The White House and its allies are circulating a misleading talking point that the Biden administration is overseeing the most oil production in U.S. history.

Both White House chief of staff Ron Klain and President Joe Biden have used the talking point as a response to Republican criticism that Democrats are discouraging domestic energy production through regulation and not issuing new drilling permits. Earlier this month, Klain shared a chart on Twitter showing oil production under Biden—at an annual average of 11.18 million barrels a day—was higher than any of his five predecessors. In March, Biden said the United States was "approaching record levels of oil and natural gas production."

The claim from Democrats that domestic production is higher now than during the Trump administration is based on a comparison of four-year averages that includes the tremendous drop in economic activity at the start of the COVID-19 pandemic. Domestic oil production under Biden has yet to come close to the pre-pandemic levels reached under the prior administration, a more detailed Free Beacon analysis found.

The Free Beacon analysis of domestic crude oil production data shows that prior to the COVID-19 pandemic, the United States produced just under 13 million barrels of oil per day at the end of 2019 and beginning of 2020. For comparison, that figure is more than 20 percent higher than the amount of oil the United States produced per day in September 2021. Energy industry expert James Wilson, who runs an oil and gas economics consulting firm, says the White House is abusing statistics to fit a narrative.

"You can claim anything with statistics," Wilson told the Washington Free Beacon. "When COVID hit, the price of oil dropped and then production dropped. Surprise, surprise."

The White House’s insistence on repeating the oil production claim bolsters the impression increasingly held by the public and some Democrats that the Biden administration is out of ideas to tackle rising prices. Even as the cost of gas skyrockets, the White House is sharing a months-old graph from liberal blogger Matthew Yglesias, a symptom of an office "defined by insularity," as Politico has described it.

Domestic oil production trends prior to the pandemic show how misleading these sorts of claims are. For example, the United States produced an average of a million barrels more per day between the start of 2019 to April 2020 than the 11.185 million barrels a day averaged under Biden.

Biden told a group of labor union leaders on Tuesday that "I'm doing everything in my power to blunt Putin's gas price hike" and blamed rising prices on "nothing else but that." Despite that claim, federal data show that average daily domestic oil production in March, after Russia's invasion of Ukraine, was lower than in November of last year.

Unlike during Trump’s final year in office, consumer demand for energy is elevated today. Total U.S. petroleum consumption is estimated to rise 730,000 barrels per day this year over last, according to the U.S. Energy Information Administration.

Some industry analysts point to macroeconomic trends out of the Biden administration’s control, such as oil companies’ reluctance to invest in new drilling sites because of shareholder pressure, as reasons for lower domestic production. That explanation, Wilson says, does not tell the full story.

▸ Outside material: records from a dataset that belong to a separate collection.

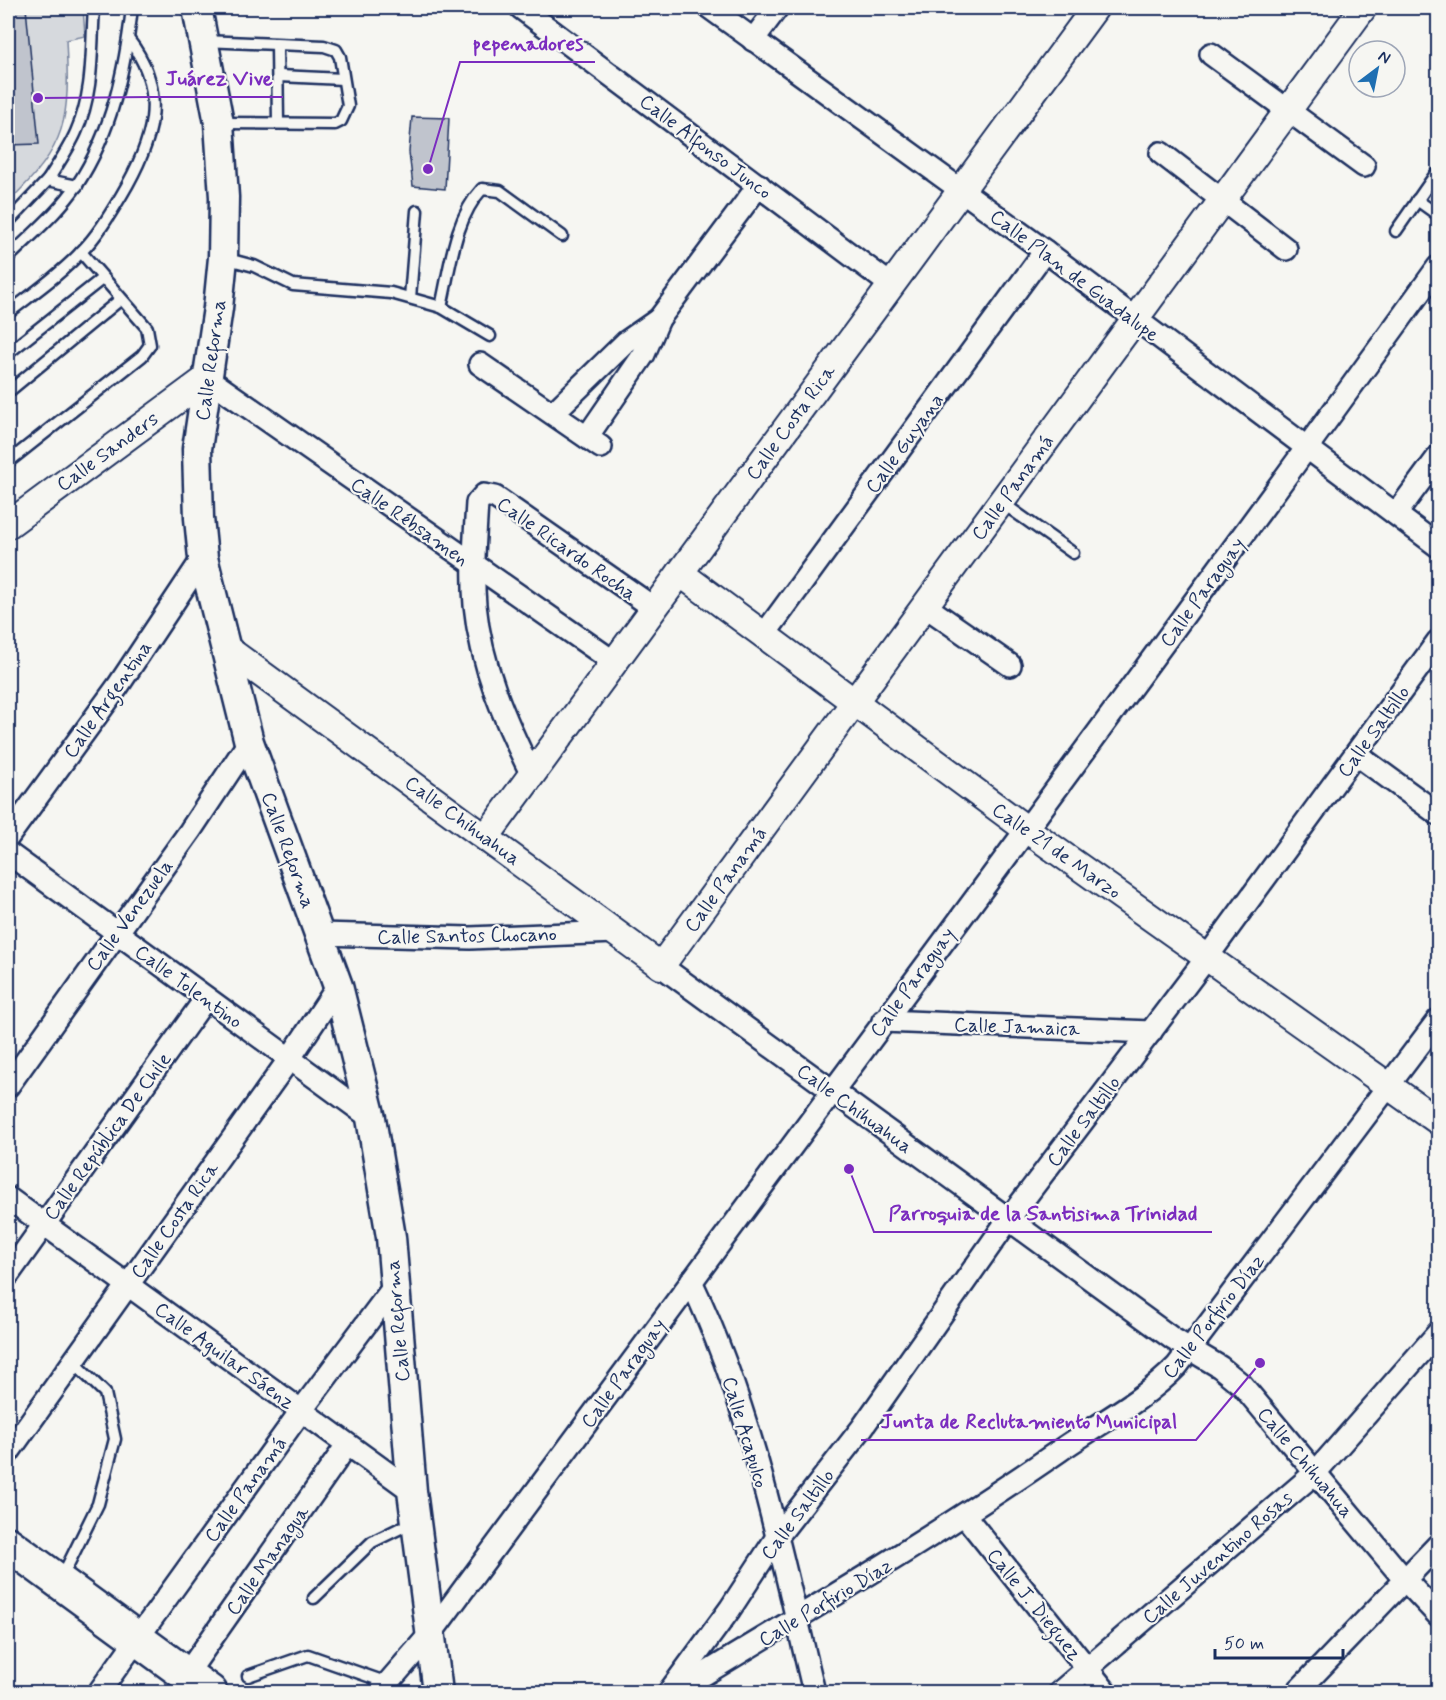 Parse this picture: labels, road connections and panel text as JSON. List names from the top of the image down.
{
  "streets": {
    "main road": ["Calle Reforma"],
    "street": [
      "Calle Alfonso Junco",
      "Calle Plan de Guadalupe",
      "Calle Costa Rica",
      "Calle Guyana",
      "Calle Sanders",
      "Calle Panamá",
      "Calle Rébsamen",
      "Calle Ricardo Rocha",
      "Calle Paraguay",
      "Calle Argentina",
      "Calle Saltillo",
      "Calle Chihuahua",
      "Calle 21 de Marzo",
      "Calle Venezuela",
      "Calle Santos Chocano",
      "Calle Tolentino",
      "Calle Jamaica",
      "Calle República De Chile",
      "Calle Porfirio Díaz",
      "Calle Aguilar Sáenz",
      "Calle Acapulco",
      "Calle Juventino Rosas",
      "Calle Managua",
      "Calle J. Dieguez"
    ]
  },
  "crossings": [
    ["Calle Alfonso Junco", "Calle Costa Rica"],
    ["Calle Plan de Guadalupe", "Calle Costa Rica"],
    ["Calle Plan de Guadalupe", "Calle Guyana"],
    ["Calle Plan de Guadalupe", "Calle Panamá"],
    ["Calle Plan de Guadalupe", "Calle Paraguay"],
    ["Calle Reforma", "Calle Costa Rica"],
    ["Calle Reforma", "Calle Sanders"],
    ["Calle Reforma", "Calle Panamá"],
    ["Calle Reforma", "Calle Rébsamen"],
    ["Calle Reforma", "Calle Paraguay"],
    ["Calle Reforma", "Calle Argentina"],
    ["Calle Reforma", "Calle Chihuahua"],
    ["Calle Reforma", "Calle Venezuela"],
    ["Calle Reforma", "Calle Santos Chocano"],
    ["Calle Reforma", "Calle Tolentino"],
    ["Calle Reforma", "Calle Aguilar Sáenz"],
    ["Calle Costa Rica", "Calle Rébsamen"],
    ["Calle Costa Rica", "Calle Ricardo Rocha"],
    ["Calle Costa Rica", "Calle Chihuahua"],
    ["Calle Costa Rica", "Calle 21 de Marzo"],
    ["Calle Costa Rica", "Calle Tolentino"],
    ["Calle Costa Rica", "Calle Aguilar Sáenz"],
    ["Calle Guyana", "Calle 21 de Marzo"],
    ["Calle Sanders", "Calle Rébsamen"],
    ["Calle Panamá", "Calle Chihuahua"],
    ["Calle Panamá", "Calle 21 de Marzo"],
    ["Calle Panamá", "Calle Aguilar Sáenz"],
    ["Calle Rébsamen", "Calle Ricardo Rocha"],
    ["Calle Paraguay", "Calle Chihuahua"],
    ["Calle Paraguay", "Calle 21 de Marzo"],
    ["Calle Paraguay", "Calle Jamaica"],
    ["Calle Paraguay", "Calle Acapulco"],
    ["Calle Saltillo", "Calle Chihuahua"],
    ["Calle Saltillo", "Calle 21 de Marzo"],
    ["Calle Saltillo", "Calle Jamaica"],
    ["Calle Saltillo", "Calle Acapulco"],
    ["Calle Chihuahua", "Calle Santos Chocano"],
    ["Calle Chihuahua", "Calle Porfirio Díaz"],
    ["Calle Chihuahua", "Calle Juventino Rosas"],
    ["Calle 21 de Marzo", "Calle Porfirio Díaz"],
    ["Calle Venezuela", "Calle Tolentino"],
    ["Calle Tolentino", "Calle República De Chile"],
    ["Calle República De Chile", "Calle Aguilar Sáenz"],
    ["Calle Porfirio Díaz", "Calle Acapulco"],
    ["Calle Porfirio Díaz", "Calle J. Dieguez"],
    ["Calle Aguilar Sáenz", "Calle Managua"],
    ["Calle Juventino Rosas", "Calle J. Dieguez"]
  ],
  "places": [
    "Juárez Vive",
    "pepenadores",
    "Parroquia de la Santisima Trinidad",
    "Junta de Reclutamiento Municipal"
  ],
  "scale_bar": "50 m",
  "north": "top right"
}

"Another thing that’s inhibiting these guys from drilling is uncertainty about what this administration was and is going to do," Wilson said, referring to new and potential future regulations against the oil and gas industry. "The bottom line is that when Trump was president, these companies started producing and oil was cheaper."

Earlier this month gas prices hit an average of $5 a gallon nationwide. Industry analysts expect that price to only increase throughout the summer when more Americans travel for vacation.

The rising price of gas and household goods is the driving force behind Biden’s plummeting approval rating. A majority of voters say the economy is their top concern in multiple surveys, and a RealClearPolitics aggregate of recent polls shows Americans' approval of Biden’s job performance is lower than at any time since he entered office.